### SOURCE MATERIAL
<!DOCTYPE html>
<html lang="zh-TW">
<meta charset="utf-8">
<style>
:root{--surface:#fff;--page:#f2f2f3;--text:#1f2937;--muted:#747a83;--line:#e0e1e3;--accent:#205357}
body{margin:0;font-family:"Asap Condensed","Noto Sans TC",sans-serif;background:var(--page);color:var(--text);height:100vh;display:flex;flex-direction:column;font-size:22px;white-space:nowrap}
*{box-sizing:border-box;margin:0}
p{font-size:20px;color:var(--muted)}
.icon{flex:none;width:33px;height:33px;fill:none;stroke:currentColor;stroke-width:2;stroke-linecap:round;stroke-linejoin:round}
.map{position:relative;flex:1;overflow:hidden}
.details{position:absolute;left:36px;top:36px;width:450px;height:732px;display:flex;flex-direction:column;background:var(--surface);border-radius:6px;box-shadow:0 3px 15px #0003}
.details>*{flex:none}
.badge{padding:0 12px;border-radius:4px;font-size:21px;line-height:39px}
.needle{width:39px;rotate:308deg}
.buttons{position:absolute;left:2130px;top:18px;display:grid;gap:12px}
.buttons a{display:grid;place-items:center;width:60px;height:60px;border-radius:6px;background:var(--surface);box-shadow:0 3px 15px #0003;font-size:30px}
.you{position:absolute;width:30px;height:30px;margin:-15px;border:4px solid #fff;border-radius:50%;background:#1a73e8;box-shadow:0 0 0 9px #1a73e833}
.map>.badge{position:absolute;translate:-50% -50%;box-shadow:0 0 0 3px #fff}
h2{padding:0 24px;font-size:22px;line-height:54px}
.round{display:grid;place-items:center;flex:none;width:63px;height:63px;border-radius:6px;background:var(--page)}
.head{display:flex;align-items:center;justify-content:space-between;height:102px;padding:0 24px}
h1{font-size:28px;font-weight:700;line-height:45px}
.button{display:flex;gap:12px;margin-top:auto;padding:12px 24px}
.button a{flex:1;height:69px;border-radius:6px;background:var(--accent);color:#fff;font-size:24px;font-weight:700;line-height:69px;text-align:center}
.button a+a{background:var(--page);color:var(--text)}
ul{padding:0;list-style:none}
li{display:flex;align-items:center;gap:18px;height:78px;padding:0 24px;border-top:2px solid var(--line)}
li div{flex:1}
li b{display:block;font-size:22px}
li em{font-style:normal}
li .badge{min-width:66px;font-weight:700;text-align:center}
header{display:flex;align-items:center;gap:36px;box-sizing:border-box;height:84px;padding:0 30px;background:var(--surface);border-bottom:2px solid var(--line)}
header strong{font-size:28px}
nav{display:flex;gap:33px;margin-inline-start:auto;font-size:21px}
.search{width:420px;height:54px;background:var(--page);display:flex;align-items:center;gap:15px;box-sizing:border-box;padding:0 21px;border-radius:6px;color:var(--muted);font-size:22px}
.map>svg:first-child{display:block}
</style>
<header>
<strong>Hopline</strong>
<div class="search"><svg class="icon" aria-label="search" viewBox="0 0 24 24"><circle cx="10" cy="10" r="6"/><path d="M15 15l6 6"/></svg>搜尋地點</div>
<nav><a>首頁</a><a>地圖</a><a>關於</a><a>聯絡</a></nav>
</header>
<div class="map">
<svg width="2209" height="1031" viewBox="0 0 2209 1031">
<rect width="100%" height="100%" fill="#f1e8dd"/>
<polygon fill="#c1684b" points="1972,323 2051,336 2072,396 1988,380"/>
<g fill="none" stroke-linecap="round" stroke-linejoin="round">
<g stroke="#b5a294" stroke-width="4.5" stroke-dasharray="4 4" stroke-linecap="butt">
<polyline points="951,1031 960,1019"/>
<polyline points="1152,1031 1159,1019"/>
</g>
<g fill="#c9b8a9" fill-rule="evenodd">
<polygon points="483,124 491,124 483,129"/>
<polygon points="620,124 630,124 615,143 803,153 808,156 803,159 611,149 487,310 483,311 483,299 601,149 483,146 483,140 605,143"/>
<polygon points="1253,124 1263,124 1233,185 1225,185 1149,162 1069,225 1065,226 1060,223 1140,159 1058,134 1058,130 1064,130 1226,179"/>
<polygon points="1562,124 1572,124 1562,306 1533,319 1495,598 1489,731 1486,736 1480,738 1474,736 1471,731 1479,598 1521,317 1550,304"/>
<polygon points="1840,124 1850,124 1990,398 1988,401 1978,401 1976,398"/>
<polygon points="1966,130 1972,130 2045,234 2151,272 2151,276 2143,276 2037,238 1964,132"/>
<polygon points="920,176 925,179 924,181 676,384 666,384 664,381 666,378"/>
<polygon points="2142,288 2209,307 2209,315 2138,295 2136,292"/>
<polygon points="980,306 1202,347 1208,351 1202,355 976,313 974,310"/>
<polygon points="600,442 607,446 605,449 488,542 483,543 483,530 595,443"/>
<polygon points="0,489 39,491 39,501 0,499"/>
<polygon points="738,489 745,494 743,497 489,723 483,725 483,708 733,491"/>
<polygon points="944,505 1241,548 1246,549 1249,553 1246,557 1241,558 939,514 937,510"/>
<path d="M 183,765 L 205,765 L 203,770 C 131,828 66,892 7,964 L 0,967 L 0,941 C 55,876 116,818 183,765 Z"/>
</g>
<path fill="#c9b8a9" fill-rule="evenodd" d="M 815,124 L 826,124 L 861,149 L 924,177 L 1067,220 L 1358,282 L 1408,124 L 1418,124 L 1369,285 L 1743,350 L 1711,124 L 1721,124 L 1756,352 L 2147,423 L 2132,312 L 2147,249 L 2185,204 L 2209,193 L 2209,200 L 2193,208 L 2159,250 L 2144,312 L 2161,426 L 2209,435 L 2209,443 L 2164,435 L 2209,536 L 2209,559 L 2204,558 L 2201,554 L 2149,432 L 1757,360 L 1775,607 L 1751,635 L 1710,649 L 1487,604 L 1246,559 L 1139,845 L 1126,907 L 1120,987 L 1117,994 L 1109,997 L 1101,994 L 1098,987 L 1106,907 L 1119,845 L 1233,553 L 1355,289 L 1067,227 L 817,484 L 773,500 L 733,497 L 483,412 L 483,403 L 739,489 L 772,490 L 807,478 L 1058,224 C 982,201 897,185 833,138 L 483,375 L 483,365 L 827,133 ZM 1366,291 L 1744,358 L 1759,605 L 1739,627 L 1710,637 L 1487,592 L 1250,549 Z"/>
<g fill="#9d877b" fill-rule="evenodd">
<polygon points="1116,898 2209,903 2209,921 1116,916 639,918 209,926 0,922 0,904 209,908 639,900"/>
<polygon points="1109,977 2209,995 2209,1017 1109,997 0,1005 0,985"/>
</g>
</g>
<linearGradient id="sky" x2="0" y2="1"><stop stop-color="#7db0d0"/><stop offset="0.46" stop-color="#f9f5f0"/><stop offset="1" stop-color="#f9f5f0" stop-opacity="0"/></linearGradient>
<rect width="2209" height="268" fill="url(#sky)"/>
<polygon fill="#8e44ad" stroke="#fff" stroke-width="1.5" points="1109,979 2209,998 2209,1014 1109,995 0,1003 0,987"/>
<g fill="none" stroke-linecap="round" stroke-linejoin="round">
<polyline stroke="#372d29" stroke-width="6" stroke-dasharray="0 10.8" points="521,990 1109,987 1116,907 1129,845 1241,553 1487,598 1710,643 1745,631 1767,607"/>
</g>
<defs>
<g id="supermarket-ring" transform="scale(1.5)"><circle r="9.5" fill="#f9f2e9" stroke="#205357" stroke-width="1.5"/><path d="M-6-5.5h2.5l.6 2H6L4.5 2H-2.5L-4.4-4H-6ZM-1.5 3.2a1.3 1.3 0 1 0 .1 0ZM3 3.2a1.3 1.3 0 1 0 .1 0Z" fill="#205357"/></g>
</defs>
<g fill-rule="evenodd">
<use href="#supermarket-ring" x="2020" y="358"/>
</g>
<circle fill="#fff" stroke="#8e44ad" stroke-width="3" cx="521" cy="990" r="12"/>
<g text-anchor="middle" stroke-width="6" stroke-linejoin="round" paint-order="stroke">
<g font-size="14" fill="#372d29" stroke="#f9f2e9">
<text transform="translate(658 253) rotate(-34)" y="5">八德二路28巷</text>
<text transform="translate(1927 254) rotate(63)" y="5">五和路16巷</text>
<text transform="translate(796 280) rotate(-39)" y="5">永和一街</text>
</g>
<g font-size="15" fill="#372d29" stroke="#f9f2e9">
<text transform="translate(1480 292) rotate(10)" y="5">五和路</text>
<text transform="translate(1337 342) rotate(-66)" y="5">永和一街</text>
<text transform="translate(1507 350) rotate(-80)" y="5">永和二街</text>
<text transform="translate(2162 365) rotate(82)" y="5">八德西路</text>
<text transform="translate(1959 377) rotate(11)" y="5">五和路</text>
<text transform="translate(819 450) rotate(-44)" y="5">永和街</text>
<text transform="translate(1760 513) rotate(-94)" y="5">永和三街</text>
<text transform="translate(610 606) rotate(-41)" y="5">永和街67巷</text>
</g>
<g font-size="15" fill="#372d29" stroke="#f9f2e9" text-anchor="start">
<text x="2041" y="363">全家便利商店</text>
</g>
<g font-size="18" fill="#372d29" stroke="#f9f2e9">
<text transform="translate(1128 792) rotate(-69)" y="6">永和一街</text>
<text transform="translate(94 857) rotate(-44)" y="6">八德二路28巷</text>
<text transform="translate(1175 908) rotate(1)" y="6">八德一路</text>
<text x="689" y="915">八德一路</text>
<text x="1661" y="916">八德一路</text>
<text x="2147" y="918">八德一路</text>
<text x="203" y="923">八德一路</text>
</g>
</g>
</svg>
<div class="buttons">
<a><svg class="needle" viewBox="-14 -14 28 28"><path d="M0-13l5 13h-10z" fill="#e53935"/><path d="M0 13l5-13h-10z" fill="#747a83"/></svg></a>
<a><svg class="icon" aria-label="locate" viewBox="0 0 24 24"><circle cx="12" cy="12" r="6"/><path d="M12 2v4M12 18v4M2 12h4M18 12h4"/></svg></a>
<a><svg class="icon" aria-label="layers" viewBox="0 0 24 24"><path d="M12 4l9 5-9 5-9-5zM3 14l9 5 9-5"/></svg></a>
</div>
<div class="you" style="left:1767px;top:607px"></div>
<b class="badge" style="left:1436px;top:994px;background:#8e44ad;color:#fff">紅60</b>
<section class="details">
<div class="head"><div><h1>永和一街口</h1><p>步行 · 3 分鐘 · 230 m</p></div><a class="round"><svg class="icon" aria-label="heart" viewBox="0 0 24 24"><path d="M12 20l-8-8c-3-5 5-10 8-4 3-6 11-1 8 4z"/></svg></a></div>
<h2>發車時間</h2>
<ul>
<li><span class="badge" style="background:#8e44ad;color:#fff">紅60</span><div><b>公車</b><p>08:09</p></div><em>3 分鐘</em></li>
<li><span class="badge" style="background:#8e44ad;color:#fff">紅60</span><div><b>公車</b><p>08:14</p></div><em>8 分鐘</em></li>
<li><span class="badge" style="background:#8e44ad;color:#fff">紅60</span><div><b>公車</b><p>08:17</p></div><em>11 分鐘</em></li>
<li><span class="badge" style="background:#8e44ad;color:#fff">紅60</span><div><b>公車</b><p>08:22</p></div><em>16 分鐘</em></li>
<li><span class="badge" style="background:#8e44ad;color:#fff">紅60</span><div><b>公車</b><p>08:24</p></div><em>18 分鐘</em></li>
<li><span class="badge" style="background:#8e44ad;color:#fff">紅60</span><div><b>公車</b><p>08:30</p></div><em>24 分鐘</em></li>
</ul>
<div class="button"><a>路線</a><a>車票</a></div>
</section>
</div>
######
> _TASK GOAL_:
Search the entries for the string "direction" and return each line where it turns up.

> _RESPONSE BELOW_:
body{margin:0;font-family:"Asap Condensed","Noto Sans TC",sans-serif;background:var(--page);color:var(--text);height:100vh;display:flex;flex-direction:column;font-size:22px;white-space:nowrap}
.details{position:absolute;left:36px;top:36px;width:450px;height:732px;display:flex;flex-direction:column;background:var(--surface);border-radius:6px;box-shadow:0 3px 15px #0003}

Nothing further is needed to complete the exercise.